US President Barack Obama has asked Congress to quickly end the government's bulk collection of Americans' phone records. That could be asking a lot of lawmakers who do not often move quickly without a looming deadline.
Responding to public outrage over the National Security Agency programme, the Obama administration on Thursday unveiled a new programme that it said would address privacy concerns and preserve the government's ability to fight terrorism.
Under the proposal, Congress has three months to draft and pass a measure to end the bulk collection programme. The Obama administration has asked the courts to reauthorise that collection for another three months, while lawmakers consider an alternative. Under the current system, the government gets court approval every three months to collect all call records from certain phone companies daily.

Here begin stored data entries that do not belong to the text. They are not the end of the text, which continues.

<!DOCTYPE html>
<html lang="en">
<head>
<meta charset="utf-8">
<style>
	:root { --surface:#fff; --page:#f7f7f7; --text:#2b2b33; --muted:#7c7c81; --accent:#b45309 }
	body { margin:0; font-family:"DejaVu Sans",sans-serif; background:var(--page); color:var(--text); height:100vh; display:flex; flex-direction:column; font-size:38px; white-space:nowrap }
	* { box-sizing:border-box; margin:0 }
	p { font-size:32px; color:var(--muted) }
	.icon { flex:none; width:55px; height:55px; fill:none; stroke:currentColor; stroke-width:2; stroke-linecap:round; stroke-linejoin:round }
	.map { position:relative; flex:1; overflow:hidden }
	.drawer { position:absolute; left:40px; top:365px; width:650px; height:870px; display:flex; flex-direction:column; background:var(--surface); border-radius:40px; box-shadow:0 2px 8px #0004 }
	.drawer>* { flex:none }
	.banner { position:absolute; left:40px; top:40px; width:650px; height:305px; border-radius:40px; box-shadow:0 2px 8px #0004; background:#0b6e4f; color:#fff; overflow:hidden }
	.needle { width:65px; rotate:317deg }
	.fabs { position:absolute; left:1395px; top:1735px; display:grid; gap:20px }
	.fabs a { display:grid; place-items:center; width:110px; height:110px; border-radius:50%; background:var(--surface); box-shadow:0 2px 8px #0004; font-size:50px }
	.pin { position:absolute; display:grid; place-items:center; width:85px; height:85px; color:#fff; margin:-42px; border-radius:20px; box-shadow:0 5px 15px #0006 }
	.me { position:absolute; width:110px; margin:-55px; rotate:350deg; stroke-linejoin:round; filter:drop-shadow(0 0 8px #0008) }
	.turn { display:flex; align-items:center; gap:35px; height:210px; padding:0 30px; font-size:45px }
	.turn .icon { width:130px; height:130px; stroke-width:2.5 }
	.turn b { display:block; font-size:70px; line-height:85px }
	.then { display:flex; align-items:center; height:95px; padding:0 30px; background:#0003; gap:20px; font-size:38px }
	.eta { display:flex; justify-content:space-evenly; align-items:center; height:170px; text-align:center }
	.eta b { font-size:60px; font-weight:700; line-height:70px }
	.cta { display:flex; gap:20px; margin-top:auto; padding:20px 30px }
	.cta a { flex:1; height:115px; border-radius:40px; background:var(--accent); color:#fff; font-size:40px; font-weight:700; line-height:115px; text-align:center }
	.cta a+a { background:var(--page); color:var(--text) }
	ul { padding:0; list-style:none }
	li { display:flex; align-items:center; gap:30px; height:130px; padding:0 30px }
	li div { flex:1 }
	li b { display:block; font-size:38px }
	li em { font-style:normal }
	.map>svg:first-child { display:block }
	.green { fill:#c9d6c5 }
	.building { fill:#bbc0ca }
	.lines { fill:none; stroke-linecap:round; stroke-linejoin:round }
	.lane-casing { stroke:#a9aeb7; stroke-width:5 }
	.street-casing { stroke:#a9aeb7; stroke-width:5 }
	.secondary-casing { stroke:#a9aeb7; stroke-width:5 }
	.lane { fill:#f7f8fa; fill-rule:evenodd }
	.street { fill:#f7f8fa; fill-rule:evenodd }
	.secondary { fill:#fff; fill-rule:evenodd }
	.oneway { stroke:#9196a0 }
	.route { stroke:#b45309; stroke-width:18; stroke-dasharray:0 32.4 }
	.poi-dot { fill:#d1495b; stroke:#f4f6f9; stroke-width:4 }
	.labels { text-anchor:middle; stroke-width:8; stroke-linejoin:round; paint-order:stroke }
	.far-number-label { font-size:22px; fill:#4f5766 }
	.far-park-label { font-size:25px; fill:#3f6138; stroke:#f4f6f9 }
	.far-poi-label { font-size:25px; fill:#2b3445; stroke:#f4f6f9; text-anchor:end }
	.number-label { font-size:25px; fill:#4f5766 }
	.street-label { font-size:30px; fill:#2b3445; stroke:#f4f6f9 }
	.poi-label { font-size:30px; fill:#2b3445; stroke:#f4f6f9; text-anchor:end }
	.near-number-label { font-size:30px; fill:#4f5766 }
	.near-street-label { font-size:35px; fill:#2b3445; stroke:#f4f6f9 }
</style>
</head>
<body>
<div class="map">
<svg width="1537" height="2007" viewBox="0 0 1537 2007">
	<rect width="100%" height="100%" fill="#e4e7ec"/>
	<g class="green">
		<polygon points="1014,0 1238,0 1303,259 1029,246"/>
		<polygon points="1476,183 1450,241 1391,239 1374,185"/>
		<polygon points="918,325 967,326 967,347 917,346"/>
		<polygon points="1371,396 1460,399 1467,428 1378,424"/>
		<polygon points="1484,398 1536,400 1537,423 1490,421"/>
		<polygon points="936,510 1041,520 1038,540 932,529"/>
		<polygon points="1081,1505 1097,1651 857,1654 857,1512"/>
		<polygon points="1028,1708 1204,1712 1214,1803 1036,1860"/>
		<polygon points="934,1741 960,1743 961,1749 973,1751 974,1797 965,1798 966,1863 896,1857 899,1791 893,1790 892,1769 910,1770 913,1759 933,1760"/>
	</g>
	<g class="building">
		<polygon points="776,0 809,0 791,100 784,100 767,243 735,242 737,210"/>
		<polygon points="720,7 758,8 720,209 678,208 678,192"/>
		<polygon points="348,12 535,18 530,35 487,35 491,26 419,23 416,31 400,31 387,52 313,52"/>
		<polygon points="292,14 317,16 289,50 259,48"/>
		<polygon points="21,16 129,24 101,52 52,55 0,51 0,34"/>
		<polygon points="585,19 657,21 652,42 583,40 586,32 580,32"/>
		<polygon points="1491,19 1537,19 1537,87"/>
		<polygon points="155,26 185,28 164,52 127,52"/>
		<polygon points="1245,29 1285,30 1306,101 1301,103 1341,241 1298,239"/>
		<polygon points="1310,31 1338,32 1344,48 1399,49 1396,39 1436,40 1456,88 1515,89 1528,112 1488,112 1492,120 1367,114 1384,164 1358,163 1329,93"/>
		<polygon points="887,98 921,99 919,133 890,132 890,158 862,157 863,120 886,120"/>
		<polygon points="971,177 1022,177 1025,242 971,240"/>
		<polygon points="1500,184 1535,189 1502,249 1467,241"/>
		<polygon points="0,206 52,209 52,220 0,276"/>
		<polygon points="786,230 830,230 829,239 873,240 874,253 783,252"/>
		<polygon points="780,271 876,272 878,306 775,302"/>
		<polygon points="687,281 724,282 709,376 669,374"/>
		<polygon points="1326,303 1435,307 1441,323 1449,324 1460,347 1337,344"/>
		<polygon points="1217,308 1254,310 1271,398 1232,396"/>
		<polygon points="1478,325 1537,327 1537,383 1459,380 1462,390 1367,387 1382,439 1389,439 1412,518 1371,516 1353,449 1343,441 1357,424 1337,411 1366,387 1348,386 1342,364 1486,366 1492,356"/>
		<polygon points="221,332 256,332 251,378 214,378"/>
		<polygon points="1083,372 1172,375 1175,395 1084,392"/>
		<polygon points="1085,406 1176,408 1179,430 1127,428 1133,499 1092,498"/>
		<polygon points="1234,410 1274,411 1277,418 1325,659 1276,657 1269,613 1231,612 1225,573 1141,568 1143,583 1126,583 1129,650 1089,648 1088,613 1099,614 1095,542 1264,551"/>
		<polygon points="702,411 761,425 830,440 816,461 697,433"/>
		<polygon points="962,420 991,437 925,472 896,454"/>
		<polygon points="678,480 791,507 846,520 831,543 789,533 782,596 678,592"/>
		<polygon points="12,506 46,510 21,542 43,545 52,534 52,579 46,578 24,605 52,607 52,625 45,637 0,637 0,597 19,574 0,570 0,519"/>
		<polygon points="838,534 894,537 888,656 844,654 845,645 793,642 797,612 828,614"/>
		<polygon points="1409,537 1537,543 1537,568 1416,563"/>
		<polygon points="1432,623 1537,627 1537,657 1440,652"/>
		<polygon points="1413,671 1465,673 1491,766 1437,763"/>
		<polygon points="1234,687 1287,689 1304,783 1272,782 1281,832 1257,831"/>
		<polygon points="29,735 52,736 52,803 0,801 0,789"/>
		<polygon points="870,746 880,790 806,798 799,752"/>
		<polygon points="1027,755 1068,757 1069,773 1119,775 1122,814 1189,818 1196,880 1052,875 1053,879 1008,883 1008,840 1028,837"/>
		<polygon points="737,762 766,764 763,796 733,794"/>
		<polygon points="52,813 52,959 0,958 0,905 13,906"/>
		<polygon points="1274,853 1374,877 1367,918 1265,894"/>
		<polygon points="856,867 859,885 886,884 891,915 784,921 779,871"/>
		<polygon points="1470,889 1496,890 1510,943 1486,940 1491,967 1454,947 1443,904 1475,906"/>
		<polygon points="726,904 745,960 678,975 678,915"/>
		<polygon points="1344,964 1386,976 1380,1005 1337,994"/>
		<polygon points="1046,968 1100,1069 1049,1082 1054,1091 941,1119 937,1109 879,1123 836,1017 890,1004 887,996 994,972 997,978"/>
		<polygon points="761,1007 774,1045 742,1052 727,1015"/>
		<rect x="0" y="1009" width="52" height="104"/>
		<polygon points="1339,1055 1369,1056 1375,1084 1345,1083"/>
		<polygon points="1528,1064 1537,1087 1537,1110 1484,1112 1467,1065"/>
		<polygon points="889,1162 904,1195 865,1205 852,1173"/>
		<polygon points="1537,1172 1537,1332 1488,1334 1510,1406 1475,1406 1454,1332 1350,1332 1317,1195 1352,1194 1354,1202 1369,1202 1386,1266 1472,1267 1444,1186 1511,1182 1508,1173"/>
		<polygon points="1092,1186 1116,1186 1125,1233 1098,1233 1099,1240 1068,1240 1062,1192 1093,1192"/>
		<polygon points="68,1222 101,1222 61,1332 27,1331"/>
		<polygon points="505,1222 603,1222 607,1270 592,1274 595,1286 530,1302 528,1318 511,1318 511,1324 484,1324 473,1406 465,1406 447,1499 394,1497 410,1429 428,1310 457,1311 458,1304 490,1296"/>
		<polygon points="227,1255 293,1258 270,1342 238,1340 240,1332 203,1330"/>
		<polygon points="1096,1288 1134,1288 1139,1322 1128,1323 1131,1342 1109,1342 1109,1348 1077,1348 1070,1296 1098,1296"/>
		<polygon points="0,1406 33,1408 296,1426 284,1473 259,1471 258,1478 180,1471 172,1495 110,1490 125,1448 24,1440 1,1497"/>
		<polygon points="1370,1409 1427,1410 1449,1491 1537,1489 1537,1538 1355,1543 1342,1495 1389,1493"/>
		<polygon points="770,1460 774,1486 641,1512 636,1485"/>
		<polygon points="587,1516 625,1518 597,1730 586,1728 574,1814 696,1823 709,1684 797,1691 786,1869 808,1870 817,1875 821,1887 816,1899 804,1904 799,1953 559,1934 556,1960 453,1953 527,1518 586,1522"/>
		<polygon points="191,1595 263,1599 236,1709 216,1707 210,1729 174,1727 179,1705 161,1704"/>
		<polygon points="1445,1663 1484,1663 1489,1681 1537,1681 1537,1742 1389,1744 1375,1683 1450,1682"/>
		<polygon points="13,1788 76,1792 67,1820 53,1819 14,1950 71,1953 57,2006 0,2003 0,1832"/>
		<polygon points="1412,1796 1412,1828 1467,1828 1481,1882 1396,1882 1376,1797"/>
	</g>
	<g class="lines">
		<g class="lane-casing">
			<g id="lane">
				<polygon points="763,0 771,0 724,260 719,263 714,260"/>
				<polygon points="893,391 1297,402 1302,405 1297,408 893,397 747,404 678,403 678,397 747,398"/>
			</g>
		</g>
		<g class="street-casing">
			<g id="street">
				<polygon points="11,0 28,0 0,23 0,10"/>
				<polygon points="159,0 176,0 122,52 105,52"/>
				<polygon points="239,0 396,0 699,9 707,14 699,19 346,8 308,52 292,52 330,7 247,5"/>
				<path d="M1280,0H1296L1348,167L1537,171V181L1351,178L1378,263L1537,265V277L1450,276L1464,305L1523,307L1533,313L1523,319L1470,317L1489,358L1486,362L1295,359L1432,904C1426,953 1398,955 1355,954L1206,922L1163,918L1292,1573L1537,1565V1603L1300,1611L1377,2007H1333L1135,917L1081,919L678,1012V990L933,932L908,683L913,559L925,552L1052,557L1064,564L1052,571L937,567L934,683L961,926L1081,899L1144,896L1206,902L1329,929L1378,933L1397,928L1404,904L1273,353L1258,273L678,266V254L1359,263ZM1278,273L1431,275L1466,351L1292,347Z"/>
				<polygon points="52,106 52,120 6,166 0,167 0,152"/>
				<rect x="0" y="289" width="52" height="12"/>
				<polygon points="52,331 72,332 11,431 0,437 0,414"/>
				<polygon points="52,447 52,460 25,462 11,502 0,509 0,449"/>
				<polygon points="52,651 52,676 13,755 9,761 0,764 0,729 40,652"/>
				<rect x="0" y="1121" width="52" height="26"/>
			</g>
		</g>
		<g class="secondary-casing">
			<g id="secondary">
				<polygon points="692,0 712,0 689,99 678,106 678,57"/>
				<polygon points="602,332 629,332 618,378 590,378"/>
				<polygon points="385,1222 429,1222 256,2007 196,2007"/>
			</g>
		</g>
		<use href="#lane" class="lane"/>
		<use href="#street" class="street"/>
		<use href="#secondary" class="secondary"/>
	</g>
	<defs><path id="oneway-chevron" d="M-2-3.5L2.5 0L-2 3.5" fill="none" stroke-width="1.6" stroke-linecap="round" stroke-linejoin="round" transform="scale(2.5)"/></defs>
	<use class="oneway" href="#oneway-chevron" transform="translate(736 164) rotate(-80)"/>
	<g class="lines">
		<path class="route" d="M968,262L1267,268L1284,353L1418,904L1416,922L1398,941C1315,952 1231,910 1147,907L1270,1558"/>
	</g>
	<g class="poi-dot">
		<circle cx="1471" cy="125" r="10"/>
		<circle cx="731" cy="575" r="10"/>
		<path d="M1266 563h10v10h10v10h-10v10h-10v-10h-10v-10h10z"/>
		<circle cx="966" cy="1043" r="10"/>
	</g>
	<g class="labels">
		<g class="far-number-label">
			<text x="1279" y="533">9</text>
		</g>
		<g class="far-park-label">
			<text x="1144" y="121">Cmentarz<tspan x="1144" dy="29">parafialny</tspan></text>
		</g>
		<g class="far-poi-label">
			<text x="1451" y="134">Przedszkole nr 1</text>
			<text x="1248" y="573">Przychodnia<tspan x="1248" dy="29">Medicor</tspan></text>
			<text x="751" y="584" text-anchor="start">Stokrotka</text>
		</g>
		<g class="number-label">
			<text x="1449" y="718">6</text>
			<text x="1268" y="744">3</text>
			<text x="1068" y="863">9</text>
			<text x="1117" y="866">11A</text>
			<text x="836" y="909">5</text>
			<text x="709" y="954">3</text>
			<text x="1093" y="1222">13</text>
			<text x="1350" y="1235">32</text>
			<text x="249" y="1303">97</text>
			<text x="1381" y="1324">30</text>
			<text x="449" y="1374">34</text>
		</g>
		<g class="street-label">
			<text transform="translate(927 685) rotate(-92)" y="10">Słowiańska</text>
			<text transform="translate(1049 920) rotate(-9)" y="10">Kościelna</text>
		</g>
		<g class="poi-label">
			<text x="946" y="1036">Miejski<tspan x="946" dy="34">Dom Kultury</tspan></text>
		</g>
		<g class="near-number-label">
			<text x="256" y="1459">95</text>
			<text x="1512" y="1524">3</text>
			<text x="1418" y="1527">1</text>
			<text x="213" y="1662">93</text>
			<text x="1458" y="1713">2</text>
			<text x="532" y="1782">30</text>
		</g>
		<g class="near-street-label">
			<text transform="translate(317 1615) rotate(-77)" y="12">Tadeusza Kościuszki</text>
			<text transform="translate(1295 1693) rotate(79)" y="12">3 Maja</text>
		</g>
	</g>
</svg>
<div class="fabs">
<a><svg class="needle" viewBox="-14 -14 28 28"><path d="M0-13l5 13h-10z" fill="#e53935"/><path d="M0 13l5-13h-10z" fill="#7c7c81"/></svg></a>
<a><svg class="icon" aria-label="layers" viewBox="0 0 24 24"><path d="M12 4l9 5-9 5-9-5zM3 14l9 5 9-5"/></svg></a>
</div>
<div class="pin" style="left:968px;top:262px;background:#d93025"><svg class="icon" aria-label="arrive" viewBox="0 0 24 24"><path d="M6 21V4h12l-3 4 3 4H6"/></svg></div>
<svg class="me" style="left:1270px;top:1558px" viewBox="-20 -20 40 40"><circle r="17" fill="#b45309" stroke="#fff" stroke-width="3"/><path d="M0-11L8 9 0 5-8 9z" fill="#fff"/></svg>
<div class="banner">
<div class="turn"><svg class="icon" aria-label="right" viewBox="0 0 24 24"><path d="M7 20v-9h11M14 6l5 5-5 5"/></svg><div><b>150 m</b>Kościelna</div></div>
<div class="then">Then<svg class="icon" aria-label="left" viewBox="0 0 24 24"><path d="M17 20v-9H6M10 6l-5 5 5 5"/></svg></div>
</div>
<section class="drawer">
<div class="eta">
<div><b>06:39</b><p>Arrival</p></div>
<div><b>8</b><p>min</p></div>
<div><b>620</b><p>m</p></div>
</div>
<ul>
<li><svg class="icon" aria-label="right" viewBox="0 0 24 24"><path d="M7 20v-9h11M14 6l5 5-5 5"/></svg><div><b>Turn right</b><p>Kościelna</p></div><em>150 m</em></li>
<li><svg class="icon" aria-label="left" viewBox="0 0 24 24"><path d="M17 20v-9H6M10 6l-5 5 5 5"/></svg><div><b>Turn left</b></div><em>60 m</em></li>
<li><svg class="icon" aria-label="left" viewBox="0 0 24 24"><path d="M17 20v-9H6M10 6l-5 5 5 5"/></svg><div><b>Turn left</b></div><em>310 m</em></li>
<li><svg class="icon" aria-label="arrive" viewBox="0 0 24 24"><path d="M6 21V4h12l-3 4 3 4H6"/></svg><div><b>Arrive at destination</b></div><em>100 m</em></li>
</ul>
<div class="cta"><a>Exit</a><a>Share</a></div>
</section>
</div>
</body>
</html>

The real looming deadline for action is June 1, 2015. That is when the section of a law that has been used to authorise the programme is set to expire.
Congress has been debating what to do about the once-classified programme since June last year, when former NSA systems analyst Edward Snowden revealed details about the massive surveillance operation.
Until now, many thought Congress would most likely let the phone records collection programme expire next year.
"I think that the administration was under the gun to come up with something that might satisfy those who want to see the end of the programme, such that they could avoid that result in 2015," said Kevin Bankston of the New America Foundation, a think tank.
Under the president's plan, the government would have to get a court order and ask phone companies to search their records for specific numbers that were believed to be associated with terrorists.
Phone companies would not hold onto the records for any longer than they are already required to under federal regulation, which is 18 months.
"I believe this approach will best ensure that we have the information we need to meet our intelligence needs while enhancing public confidence in the manner in which the information is collected and held," Obama said in a statement on Thursday. Obama has said that he never thought the programme was unconstitutional or ripe for abuse, but he was forced to respond to perceived privacy concerns.
Key lawmakers said they like some of Obama's proposal, but want more.
"I am glad that the president has come around," said senator Patrick Leahy, a Democrat.